Nosotros

El Mandarino

Una tradición centenaria

Enclavado en las sinuosas montañas de la Cordillera Oriental colombiana, en el departamento de Santander, justo en la provincia del Cacique Guanentá, se halla el municipio de Ocamonte, custodiado por el río Fonce y el majestuoso Cerro de La Jabonera. Sus gentes, dedicadas a las actividades silvestres, al trabajo de la tierra y la cría de animales, consagran sus vidas a las labores diarias que exige el mundo rural. En épocas pretéritas, el cultivo del maíz y el algodón representaban el corazón productivo de los pueblos andinos. Con la llegada de los españoles, el café y la caña de azúcar se hicieron las siembras por excelencia. Ocamonte, llamado “El Pueblo Dulce de Santander” sobresale en la región por sus cultivos y la producción de panela artesanal y café. Oficios llevados a cabo durante el curso de una herencia familiar que tiene en la Finca la Laja y el Trapiche El Mandarino una tradición centenaria.

Conoce a

Los Herederos del Sabor

Don Ariosto Arenas Silva y doña Zoraida Mejía Castillo, y sus hijas, Mónica Arenas Mejía y Leidy Arenas Mejía, conjugan en su historia de vida dedicada a la elaboración de panela y al cultivo de la caña y el café, el amor por las bondades y dones de la tierra fértil Ocamontana. Doña Zoraida Mejía Castillo hija de doña Delia Castillo Murillo y don José Ángel Mejía Bueno, creció en una familia numerosa, siendo la onceava nacida, en medio del trabajo agrícola llevado a cabo por los suyos. Sus abuelos maternos, doña Consolación Murillo y don Marco Antonio Castillo, y sus paternos, doña Obdulia Bueno y Don Campo Elías Mejía, heredaron a sus padres los saberes agrícolas y de la cría de animales, saberes que, a su vez, le heredaron y las técnicas para cultivar y cosechar con éxito los frutos de la tierra. Sucesión que ha transcurrido sin interrupción, al menos desde finales del siglo XIX y comienzos del XX.

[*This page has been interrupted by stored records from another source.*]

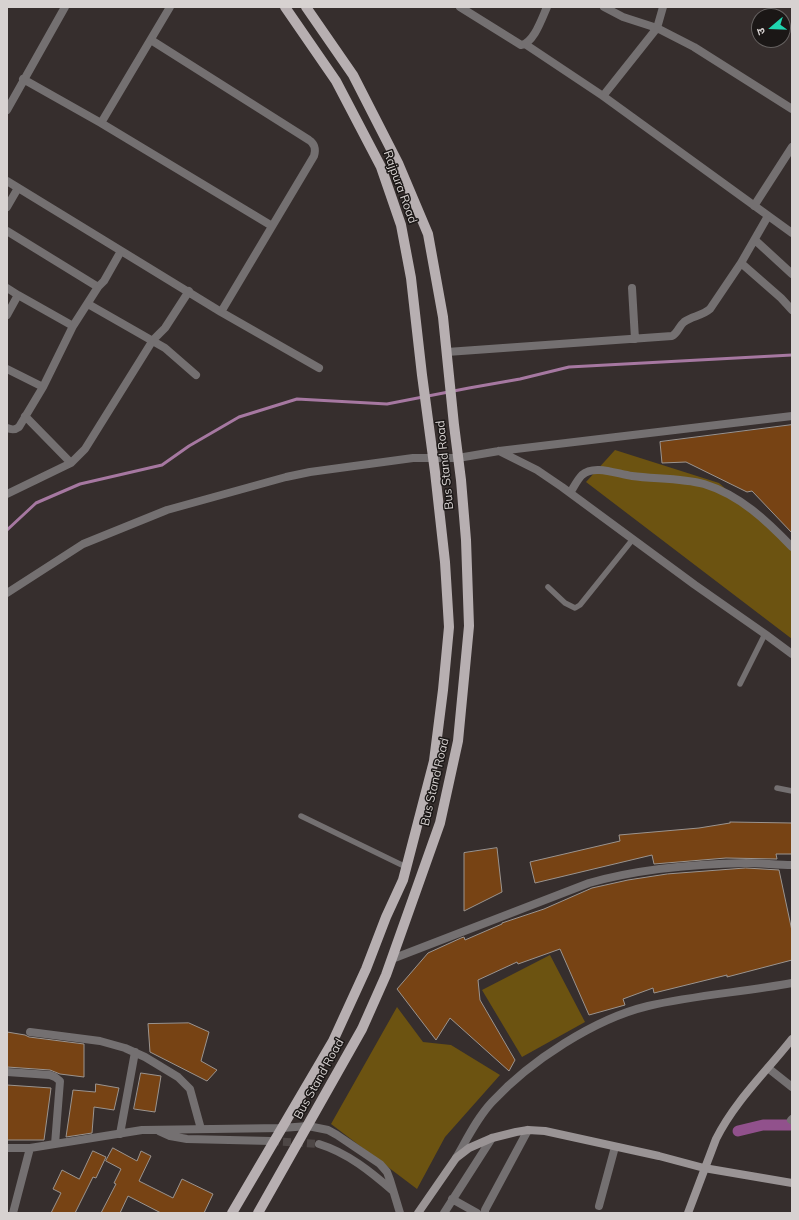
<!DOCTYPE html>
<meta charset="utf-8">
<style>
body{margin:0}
#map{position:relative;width:799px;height:1220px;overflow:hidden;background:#362e2d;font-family:Mulish,"Noto Sans Devanagari",sans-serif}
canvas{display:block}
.frame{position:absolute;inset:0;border:8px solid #d7d2d1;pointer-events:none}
.north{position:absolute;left:751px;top:8px;width:40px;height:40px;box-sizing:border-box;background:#1b1716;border:1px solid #666261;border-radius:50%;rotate:251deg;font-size:11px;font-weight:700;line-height:16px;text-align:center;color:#d7d2d1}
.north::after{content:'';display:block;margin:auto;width:14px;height:18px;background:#1fd5b0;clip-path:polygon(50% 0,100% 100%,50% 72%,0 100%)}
</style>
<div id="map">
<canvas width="799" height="1220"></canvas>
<div class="frame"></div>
<div class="north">उ</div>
</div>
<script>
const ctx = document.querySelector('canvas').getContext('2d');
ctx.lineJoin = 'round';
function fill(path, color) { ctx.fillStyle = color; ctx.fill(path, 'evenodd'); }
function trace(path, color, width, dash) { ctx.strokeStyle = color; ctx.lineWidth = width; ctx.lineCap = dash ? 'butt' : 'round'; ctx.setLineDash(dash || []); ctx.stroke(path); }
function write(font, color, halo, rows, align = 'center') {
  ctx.font = font + ' Mulish,sans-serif'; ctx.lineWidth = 3; ctx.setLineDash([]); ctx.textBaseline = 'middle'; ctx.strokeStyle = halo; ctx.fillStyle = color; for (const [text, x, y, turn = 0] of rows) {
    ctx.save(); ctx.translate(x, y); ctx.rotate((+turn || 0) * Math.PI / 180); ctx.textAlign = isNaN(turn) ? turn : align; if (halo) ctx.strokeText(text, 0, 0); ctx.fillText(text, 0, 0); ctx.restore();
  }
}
fill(new Path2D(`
 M615 450 719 483 790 546 792 544V639L586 482Z
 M550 955 585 1022 522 1057 482 990Z
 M397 1007 423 1042 451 1045 500 1075 445 1137 417 1189 331 1124Z`), '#6c5311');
trace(new Path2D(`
 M7 530 36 503 80 484 162 465 189 446 239 417 297 399 387 404 469 388 520 379 569 367 792 355`), '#a678a1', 3);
trace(new Path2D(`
 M738 1131 763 1125H792`), '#91518c', 11);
const building = new Path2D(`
 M792 425V533L752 491 747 492 686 462 662 463 660 442Z
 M730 822 792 823V854H776L777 859 726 858 654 864 652 855 535 883 530 862 620 841 619 835 699 828 730 823Z
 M497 848 502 892 464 911V853Z
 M746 868 779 870 792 931V960L727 977V975L654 993 653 988 623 999 625 1005 589 1015 560 949 518 964 517 962 478 980 480 1000 515 1060 509 1071 450 1018 436 1040 397 989 428 953 461 938 464 937 465 940 502 924V923L544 909 592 888 628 880 667 874Z
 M189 1023 209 1032 201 1061 217 1070 207 1081 150 1052 148 1024Z
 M7 1032 25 1035 29 1037 84 1044V1077L60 1074 50 1070 7 1067Z
 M141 1073 161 1076 155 1112 134 1109Z
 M96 1084 119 1088 114 1110 94 1107 92 1133 66 1137 73 1090 95 1092Z
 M7 1085 51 1088 44 1140H7Z
 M113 1148 137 1161 141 1151 151 1156 139 1181 173 1198 182 1179 213 1194 204 1213H161L128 1196 120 1213H101L116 1184 114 1183 121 1169 106 1161Z
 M93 1151 106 1157 96 1178 93 1177 75 1213H51L61 1193 53 1189 62 1170 79 1179Z`);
fill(building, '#774314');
trace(building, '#9b948f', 1);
trace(new Path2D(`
 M271 1141 319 1144`), '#4e4746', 8, [8, 4]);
trace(new Path2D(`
 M548 587 565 603 575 608 580 605 633 539
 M740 684 765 634
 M777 788 792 791
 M301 816 406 867`), '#747071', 5.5);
trace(new Path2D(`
 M460 7 521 45C534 43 542 18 547 7
 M604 7 623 17 657 28 694 47 792 109
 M525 44 603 96 792 233
 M23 79 101 123 272 226
 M603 96 657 28 663 7
 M7 110 65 7
 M101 123 170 7
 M7 181 221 312 314 156C316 149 315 144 309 140L151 40
 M754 206 792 147
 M7 207 18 188
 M7 231 98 287
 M755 240 792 274
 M741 263 781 298 792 310
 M7 288 18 295 7 315
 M632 288 635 339
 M18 295 73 326
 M88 304 165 348 196 375
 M221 312 319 368
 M447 352 672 336C678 333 679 326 684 322 692 316 702 316 710 309L741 263 768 216
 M7 369 43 387
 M25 416 71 463
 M7 428C12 430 15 430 19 427L43 387 73 326 98 287 104 281 121 251
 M499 451 537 470 562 487 695 585 765 634 792 654
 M570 493C574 487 577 480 582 475 594 464 617 474 632 476 654 479 682 478 704 484 740 495 767 521 792 547
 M7 494 71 463 85 449 153 340 165 328 189 291
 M7 593 83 544 167 510 286 477 310 472 413 458H458L499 451 792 416
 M392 959 589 883C638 869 695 864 746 863 761 863 777 865 792 865
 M30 1032 100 1041 125 1048 145 1057 178 1077 190 1089 201 1129
 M768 1068 792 1087
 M7 1072 50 1075 55 1077 60 1081 55 1144
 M791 1120 792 1119
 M159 1131 170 1136 187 1139 271 1141
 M120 1134 135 1052
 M319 1144C348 1153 371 1172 393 1191
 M7 1148H30L142 1130 282 1128 308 1126 328 1130 337 1135 380 1164 387 1172 390 1180 400 1213
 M456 1158C467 1139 477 1118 492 1102 530 1061 594 1019 648 1006 696 995 744 992 792 983
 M452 1199 477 1213
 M599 1206 615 1147
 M13 1213 30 1148
 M444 1213 492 1138
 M485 1213V1210L528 1130`), '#747071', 8);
trace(new Path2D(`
 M418 1213 456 1158 469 1148 492 1138 516 1132 528 1130 545 1131 659 1156 704 1168 792 1183
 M688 1213 716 1139C735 1101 766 1072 792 1039`), '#9a9495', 8);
trace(new Path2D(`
 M232 1213 333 1041 366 969 386 917 403 880 434 761 443 690 449 627 445 562 435 472 422 375 411 278 401 225 381 167 336 81 285 7
 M258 1213 362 1029 386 975 440 823 458 741 469 626 466 540 461 480 454 425 443 317 428 234 398 163 353 75 306 7`), '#b7afb1', 10);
write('12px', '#d7d2d1', '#1b1716', [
 ["Rajpura Road",400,187,70],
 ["Bus Stand Road",445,465,-96],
 ["Bus Stand Road",435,782,-77],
 ["Bus Stand Road",319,1079,-61]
]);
</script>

Don Ariosto Arenas Mejía, de modo coincidente, es el hijo onceavo nacido, también de familia cultivadora ocamontana. Sus padres, doña Hermencia Silva Arenas y don José María Arenas Arenas, heredaron el universo y el oficio cañero y trapichero a sus hijos; oficio que del mismo modo ya realizaban sus abuelos maternos, doña María Antonia Arenas y don Luis Silva, y también sus abuelos paternos, Doña Margarita Arenas y Don José Arenas, quienes provienen del territorio y lo han habitado desde tiempos anteriores al mestizaje.

Juntos, hoy, acompañados de sus hijas, justo en este instante, van renovando la jornada y la molienda, preparando la labor, animándola y llevándola a cabo, preservando la herencia tradicional que bombea el corazón de la tierra santandereana. En cada fruto maduro, se condensan los jugos y las mieles llenas de vida y energía. Las mujeres y los hombres de Ocamonte beben aguapanela y café. Mientras van adelantando la faena, un turpial canta su hermosa melodía a los bosques y a la existencia.

Somos parte de una tradición campesina centenaria de más de dos siglos, nacida en Ocamonte, Santander,

Somos herederos del auténtico sabor del campo.

Misión

Somos herederos de una tradición campesina centenaria en Ocamonte, Santander, somos los herederos del sabor del campo, nos dedicamos a sembrar, cosechar y elaborar los alimentos más presentes en toda la gastronomía colombiana. Manteniendo su carácter, de principio a fin del proceso, de ser 100% naturales, de elaboración artesanal. Preservar las tradiciones, las comunidades y el territorio, garantizando el cuidado de la naturaleza y el equilibrio ambiental, son las bases de nuestro propósito

Visión

Mantener y preservar la tradición campesina creando un puente emocional entre tradición regional y economía familiar. Del mismo modo esperamos sembrar desde el presente las semillas que germinaran en el futuro, trayendo beneficios y prosperidad para las comunidades rurales. Hacer de nuestros alimentos un signo y un símbolo de la gastronomía colombiana, tradicional, criolla, campesina y universal. Tejer lazos de confianza y lograr éxito en los mercados local, nacional e internacional. Cumplir con todas las exigencias legales, sanitarias y comerciales para posicionarnos como una de las más confiables empresas de alimentos.